What we will talk about in this post

This post is a tutorial on how to use GitHub Actions with an R script, using GitHub on a browser :) We will write a GitHub Action workflow that runs an R script to collect data about the repositories in the quarto organizations and save the result into the GitHub repository.

Creating your first workflow

Create a GitHub account

To start using GitHub Actions, first, you need to have an account on GitHub. You can create a new account for free! You also can sign in to your existing account if you already have one.

Create a repository

GitHub Actions workflows work within a repository. So, the next step is to create one!

If you don’t know what a repository is, imagine having a directory on your computer, and you store files from a project in that directory. A repository is like that but in the cloud!

To create a repository, on the homepage of GitHub, click on the “+” icon in the top right corner and select New repository. Give your repository a name, then choose whether you want it to be public or private. Then click “Create repository”.
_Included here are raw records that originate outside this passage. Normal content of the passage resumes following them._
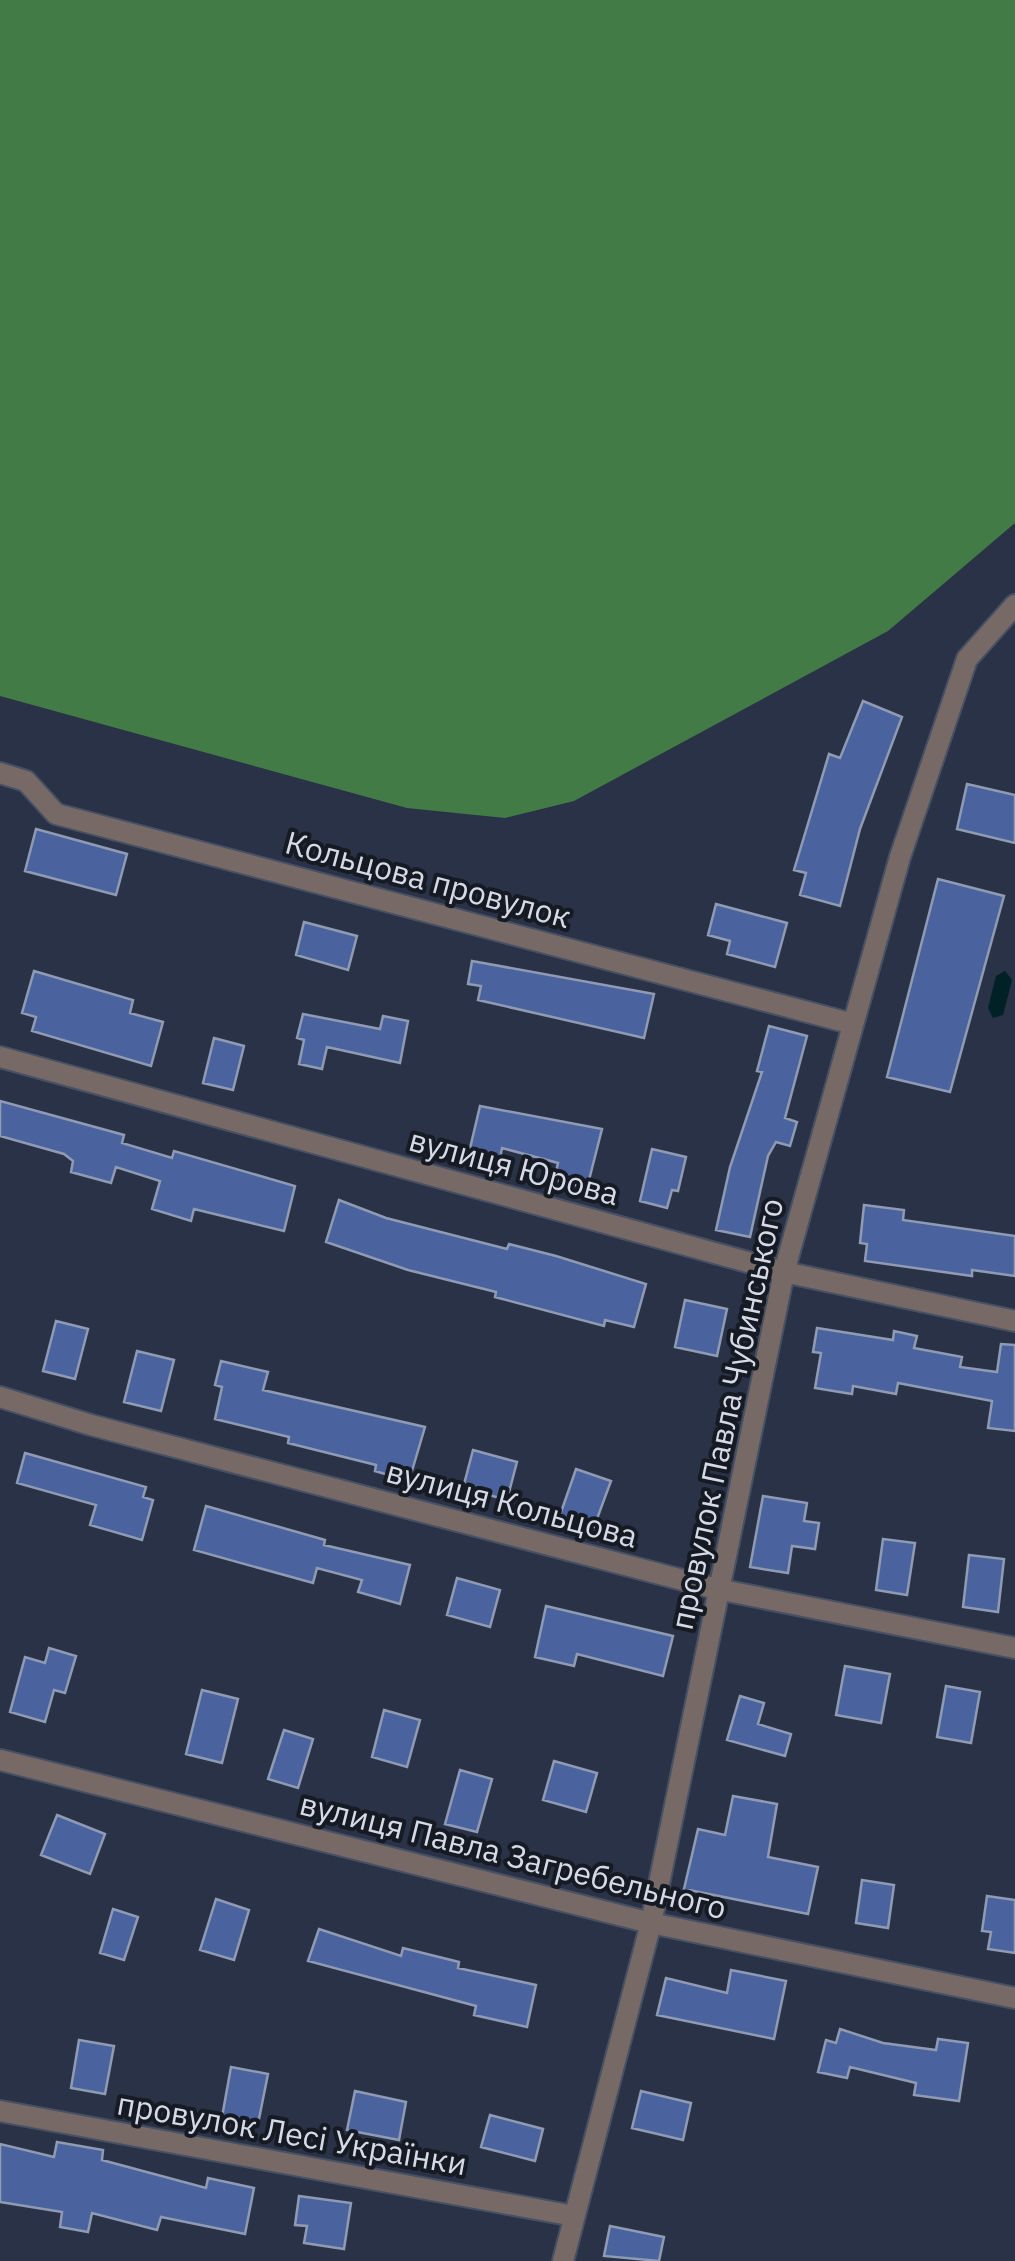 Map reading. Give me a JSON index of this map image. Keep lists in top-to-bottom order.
{
  "streets": {
    "street": [
      "Кольцова провулок",
      "вулиця Юрова",
      "провулок Павла Чубинського",
      "вулиця Кольцова",
      "вулиця Павла Загребельного",
      "провулок Лесі Українки"
    ]
  },
  "crossings": [
    ["Кольцова провулок", "провулок Павла Чубинського"],
    ["вулиця Юрова", "провулок Павла Чубинського"],
    ["провулок Павла Чубинського", "вулиця Кольцова"],
    ["провулок Павла Чубинського", "вулиця Павла Загребельного"],
    ["провулок Павла Чубинського", "провулок Лесі Українки"]
  ]
} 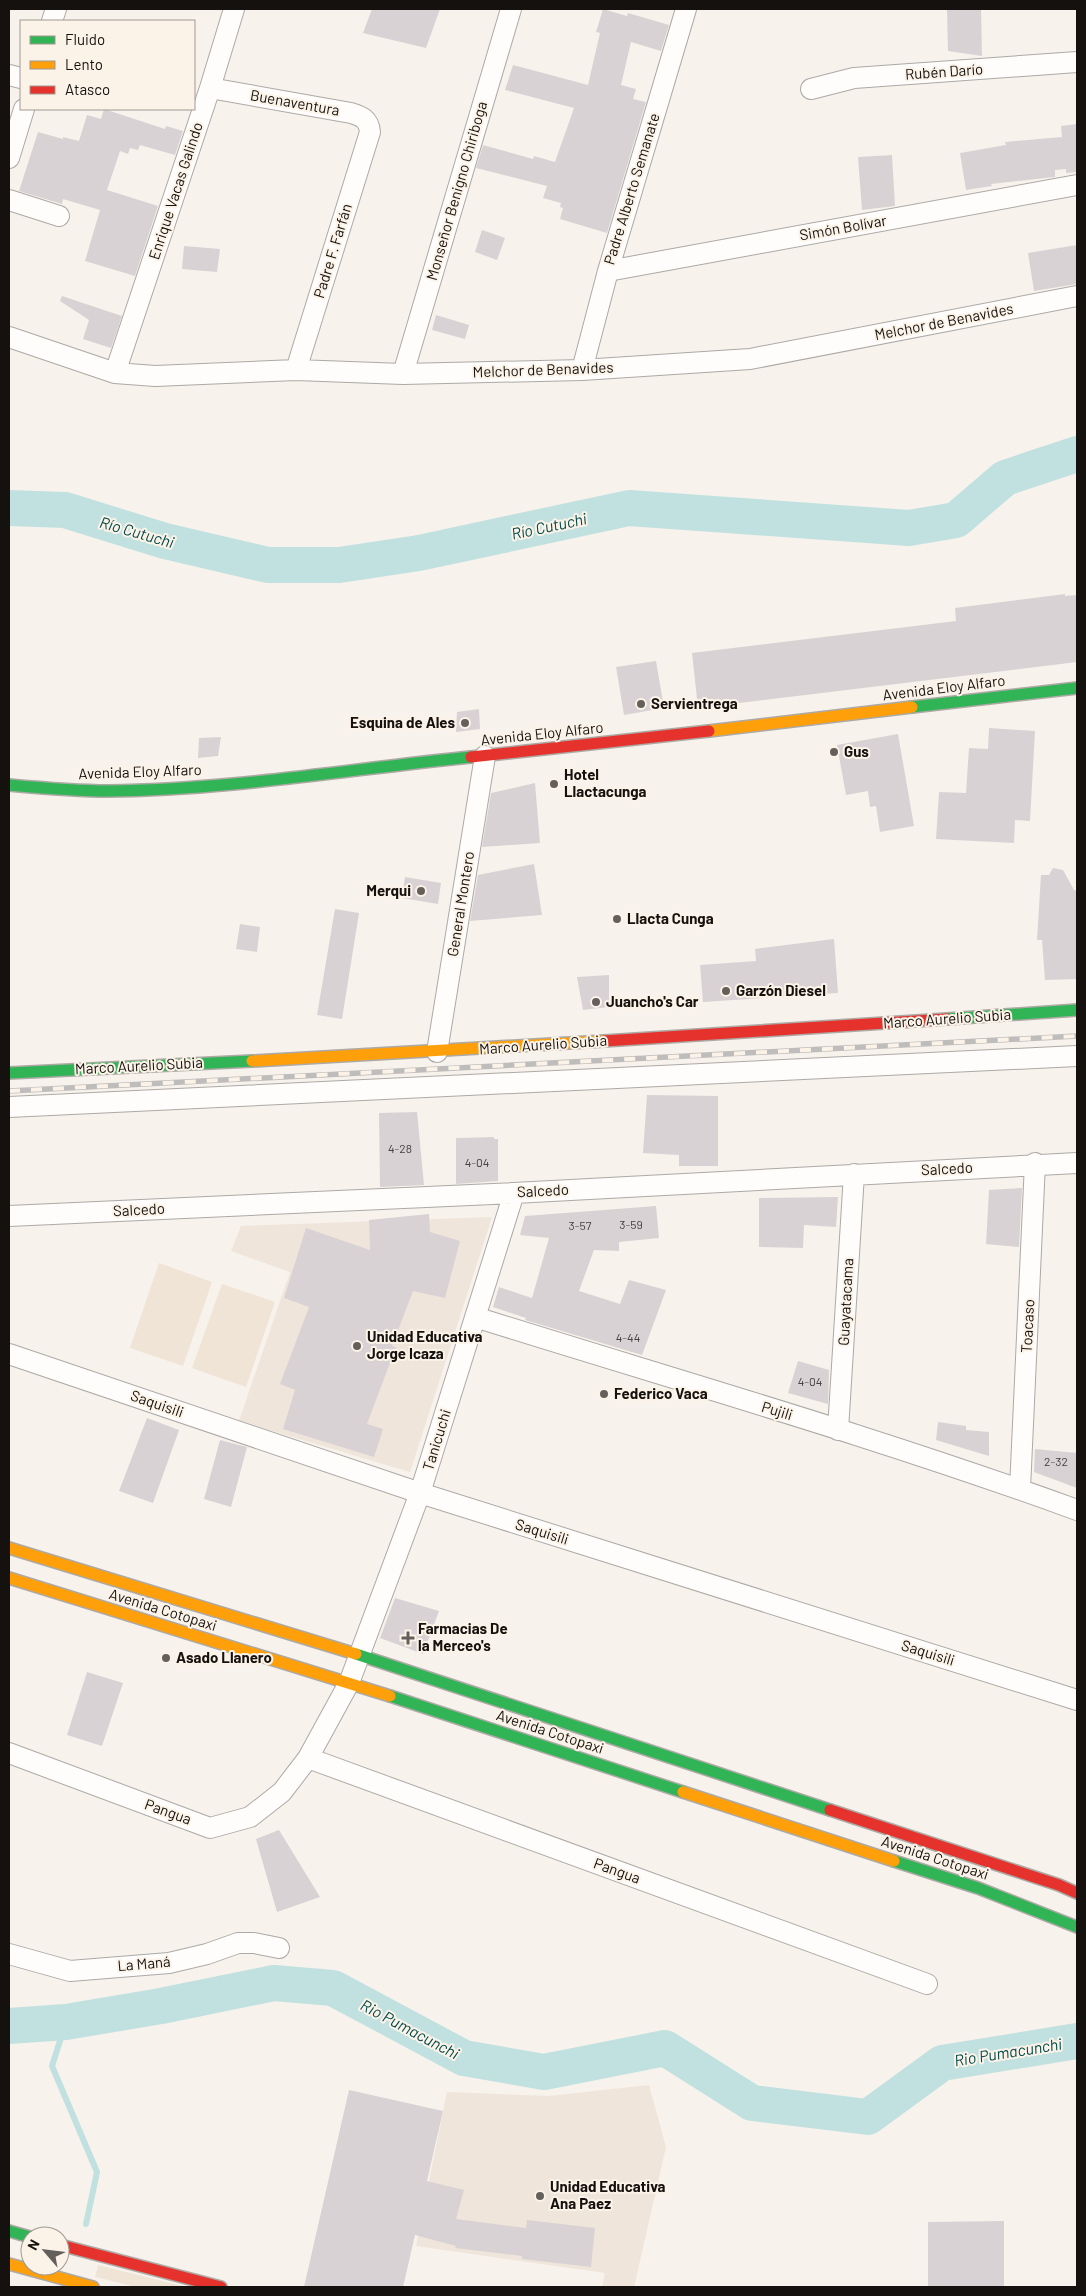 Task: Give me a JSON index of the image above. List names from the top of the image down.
{
  "streets": {
    "main road": ["Avenida Eloy Alfaro", "Marco Aurelio Subia", "Avenida Cotopaxi"],
    "street": [
      "Rubén Darío",
      "Buenaventura",
      "Padre Alberto Semanate",
      "Enrique Vacas Galindo",
      "Monseñor Benigno Chiriboga",
      "Simón Bolívar",
      "Padre F. Farfán",
      "Melchor de Benavides",
      "General Montero",
      "Salcedo",
      "Guayatacama",
      "Toacaso",
      "Saquisili",
      "Pujili",
      "Tanicuchi",
      "Pangua",
      "La Maná"
    ]
  },
  "crossings": [
    ["Buenaventura", "Enrique Vacas Galindo"],
    ["Buenaventura", "Padre F. Farfán"],
    ["Padre Alberto Semanate", "Simón Bolívar"],
    ["Padre Alberto Semanate", "Melchor de Benavides"],
    ["Enrique Vacas Galindo", "Melchor de Benavides"],
    ["Monseñor Benigno Chiriboga", "Melchor de Benavides"],
    ["Padre F. Farfán", "Melchor de Benavides"],
    ["Avenida Eloy Alfaro", "General Montero"],
    ["General Montero", "Marco Aurelio Subia"],
    ["Salcedo", "Guayatacama"],
    ["Salcedo", "Toacaso"],
    ["Salcedo", "Tanicuchi"],
    ["Guayatacama", "Pujili"],
    ["Toacaso", "Pujili"],
    ["Saquisili", "Tanicuchi"],
    ["Pujili", "Tanicuchi"],
    ["Tanicuchi", "Avenida Cotopaxi"],
    ["Tanicuchi", "Pangua"],
    ["Avenida Cotopaxi", "Pangua"]
  ],
  "water": ["Río Cutuchi", "Rio Pumacunchi"],
  "places": {
    "other": [
      "Servientrega",
      "Esquina de Ales",
      "Gus",
      "Hotel Llactacunga",
      "Merqui",
      "Llacta Cunga",
      "Garzón Diesel",
      "Juancho's Car",
      "Unidad Educativa Jorge Icaza",
      "Federico Vaca",
      "Asado Llanero",
      "Unidad Educativa Ana Paez"
    ],
    "health": ["Farmacias De la Merceo's"]
  },
  "house_numbers": [
    "4-28",
    "4-04",
    "3-59",
    "3-57",
    "4-44",
    "4-04",
    "2-32"
  ],
  "legend": ["Fluido", "Lento", "Atasco"],
  "north": "top left"
}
For this example, I created a repository called awesome-gha.

Create a README.md file

Now that we have a repository, we can start creating and adding files to it. There are multiple ways you can interact with GitHub: you can use Git on command line, or clone the repository to your machine and use the RStudio Git Pane, for example. For this post, I will use GitHub in the browser, so even if you are not used to using Git on your machine, it will be possible to follow along.

First, click on “Creating a new file”:

Then, add a name for the file: let’s create a file called README.md. This file is the first thing people see when accessing your repository, so adding some information about your project is nice. Then, you can add text and Markdown code in the “Edit new file” section, and finally, click on “Commit new file” to save your changes.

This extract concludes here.